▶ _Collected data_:
● ● ●

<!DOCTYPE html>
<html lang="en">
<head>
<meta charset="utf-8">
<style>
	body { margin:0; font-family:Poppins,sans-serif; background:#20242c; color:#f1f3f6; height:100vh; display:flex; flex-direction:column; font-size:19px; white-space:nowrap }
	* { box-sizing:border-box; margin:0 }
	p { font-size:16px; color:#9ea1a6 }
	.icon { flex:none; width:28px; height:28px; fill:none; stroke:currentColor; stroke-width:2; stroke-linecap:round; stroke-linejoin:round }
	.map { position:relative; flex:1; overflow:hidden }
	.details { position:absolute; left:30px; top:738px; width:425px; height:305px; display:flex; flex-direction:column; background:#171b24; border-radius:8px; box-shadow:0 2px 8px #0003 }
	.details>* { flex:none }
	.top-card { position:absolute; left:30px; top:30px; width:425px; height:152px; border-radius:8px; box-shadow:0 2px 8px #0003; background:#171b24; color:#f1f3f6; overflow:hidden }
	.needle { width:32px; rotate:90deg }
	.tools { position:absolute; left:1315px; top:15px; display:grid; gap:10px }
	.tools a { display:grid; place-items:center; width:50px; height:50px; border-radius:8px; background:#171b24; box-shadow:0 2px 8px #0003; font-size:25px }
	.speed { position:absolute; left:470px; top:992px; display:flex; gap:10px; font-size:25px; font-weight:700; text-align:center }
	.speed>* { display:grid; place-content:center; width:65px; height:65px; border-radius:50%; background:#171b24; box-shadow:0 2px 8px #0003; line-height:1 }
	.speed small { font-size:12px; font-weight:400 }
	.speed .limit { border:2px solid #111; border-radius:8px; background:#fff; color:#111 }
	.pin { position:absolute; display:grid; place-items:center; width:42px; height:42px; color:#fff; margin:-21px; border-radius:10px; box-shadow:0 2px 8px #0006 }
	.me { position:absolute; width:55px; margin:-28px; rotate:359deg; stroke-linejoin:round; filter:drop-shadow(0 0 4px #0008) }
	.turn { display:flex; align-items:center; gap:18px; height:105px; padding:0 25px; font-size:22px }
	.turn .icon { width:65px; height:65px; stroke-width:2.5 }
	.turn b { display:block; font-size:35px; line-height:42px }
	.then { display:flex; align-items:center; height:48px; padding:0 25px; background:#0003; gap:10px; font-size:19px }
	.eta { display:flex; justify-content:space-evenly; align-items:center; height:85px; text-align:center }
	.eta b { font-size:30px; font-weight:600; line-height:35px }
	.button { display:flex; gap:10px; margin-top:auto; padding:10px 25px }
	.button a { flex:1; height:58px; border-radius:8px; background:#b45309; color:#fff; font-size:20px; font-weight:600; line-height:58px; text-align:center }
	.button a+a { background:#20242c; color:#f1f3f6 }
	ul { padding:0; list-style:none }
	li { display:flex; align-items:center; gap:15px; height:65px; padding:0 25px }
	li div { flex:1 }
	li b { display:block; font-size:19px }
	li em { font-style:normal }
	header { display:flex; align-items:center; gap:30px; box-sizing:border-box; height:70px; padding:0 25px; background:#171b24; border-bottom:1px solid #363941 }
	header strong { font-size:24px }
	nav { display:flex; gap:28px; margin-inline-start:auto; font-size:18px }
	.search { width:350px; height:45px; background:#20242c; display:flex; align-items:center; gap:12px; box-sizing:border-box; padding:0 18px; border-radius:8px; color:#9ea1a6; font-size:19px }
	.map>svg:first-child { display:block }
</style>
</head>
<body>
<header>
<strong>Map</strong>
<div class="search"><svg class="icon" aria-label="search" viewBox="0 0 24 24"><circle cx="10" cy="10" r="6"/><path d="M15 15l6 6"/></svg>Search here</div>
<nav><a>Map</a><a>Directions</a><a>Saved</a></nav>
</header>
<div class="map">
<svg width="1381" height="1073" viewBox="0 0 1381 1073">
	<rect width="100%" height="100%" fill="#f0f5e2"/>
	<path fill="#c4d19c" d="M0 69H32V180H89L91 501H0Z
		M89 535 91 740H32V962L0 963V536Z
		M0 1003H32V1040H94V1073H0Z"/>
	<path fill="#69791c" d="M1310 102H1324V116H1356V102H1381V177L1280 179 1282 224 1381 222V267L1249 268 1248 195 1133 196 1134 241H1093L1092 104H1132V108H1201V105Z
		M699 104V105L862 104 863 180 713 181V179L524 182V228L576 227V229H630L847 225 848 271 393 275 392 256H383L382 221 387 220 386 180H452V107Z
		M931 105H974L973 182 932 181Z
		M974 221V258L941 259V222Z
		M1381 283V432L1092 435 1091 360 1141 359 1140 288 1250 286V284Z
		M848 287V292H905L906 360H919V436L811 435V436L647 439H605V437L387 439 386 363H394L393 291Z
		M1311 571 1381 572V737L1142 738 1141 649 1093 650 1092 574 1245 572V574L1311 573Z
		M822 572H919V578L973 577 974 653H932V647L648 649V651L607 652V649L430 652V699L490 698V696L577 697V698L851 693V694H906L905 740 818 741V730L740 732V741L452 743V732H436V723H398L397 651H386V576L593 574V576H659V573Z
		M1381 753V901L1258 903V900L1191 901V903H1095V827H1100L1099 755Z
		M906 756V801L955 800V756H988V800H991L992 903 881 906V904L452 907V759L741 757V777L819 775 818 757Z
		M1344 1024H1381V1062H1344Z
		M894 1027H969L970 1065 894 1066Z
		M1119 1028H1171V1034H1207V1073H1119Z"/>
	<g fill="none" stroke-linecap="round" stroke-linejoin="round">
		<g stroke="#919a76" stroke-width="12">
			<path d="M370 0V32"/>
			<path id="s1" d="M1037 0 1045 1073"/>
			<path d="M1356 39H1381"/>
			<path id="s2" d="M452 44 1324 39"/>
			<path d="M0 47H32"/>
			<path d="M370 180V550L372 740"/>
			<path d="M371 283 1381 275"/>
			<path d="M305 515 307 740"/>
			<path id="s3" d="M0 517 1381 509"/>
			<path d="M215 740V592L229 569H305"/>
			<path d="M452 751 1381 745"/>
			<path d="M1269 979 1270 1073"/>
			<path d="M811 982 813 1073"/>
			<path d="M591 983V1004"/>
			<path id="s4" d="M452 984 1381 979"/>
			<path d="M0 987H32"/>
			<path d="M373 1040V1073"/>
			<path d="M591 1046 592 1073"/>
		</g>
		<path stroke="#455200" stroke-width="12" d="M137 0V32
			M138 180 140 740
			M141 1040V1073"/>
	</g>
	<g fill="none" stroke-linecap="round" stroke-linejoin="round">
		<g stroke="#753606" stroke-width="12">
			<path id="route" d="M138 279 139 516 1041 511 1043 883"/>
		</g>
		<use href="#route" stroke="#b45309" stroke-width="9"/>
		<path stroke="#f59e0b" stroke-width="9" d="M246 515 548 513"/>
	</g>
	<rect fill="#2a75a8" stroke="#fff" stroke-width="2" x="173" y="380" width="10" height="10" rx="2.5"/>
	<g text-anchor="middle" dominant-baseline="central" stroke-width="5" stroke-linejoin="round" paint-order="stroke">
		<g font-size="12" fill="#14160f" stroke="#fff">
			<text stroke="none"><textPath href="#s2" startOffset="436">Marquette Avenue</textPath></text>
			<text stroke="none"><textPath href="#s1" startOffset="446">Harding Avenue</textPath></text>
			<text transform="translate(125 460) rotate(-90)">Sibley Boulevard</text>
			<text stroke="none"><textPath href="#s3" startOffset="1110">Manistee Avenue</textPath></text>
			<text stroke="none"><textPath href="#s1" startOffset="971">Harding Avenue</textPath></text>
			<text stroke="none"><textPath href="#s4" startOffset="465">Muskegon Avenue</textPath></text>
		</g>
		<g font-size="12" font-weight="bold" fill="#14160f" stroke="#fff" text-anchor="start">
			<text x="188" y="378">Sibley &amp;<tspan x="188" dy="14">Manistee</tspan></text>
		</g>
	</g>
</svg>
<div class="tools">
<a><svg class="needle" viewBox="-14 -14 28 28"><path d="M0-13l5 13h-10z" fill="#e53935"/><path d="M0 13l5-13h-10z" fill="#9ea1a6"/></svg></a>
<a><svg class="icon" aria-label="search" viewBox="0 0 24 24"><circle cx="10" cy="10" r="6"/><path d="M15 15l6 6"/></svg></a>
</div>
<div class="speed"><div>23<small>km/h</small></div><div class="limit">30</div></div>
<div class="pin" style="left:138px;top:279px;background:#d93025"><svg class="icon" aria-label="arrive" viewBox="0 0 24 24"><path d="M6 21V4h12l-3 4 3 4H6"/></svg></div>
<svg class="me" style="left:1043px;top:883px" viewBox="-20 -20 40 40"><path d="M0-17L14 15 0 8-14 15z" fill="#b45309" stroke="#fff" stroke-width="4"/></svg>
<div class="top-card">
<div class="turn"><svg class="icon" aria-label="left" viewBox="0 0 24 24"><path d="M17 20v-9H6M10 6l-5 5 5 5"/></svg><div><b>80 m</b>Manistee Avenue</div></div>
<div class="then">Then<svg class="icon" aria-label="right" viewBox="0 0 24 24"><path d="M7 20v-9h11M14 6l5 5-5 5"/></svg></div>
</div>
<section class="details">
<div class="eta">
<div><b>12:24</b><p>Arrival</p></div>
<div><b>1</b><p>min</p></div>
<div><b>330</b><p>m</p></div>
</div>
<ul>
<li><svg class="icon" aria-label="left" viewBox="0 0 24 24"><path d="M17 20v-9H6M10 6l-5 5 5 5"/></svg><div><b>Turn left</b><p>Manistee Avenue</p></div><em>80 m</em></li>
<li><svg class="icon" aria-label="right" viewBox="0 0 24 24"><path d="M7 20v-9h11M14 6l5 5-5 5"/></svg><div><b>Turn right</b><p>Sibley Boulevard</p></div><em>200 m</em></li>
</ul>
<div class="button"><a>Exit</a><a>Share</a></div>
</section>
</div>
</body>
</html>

● ● ●

▶ _Problem to work on_: Where a line above contains the word "details", show that line.

▶ _Answer section_:
	.details { position:absolute; left:30px; top:738px; width:425px; height:305px; display:flex; flex-direction:column; background:#171b24; border-radius:8px; box-shadow:0 2px 8px #0003 }
	.details>* { flex:none }
<section class="details">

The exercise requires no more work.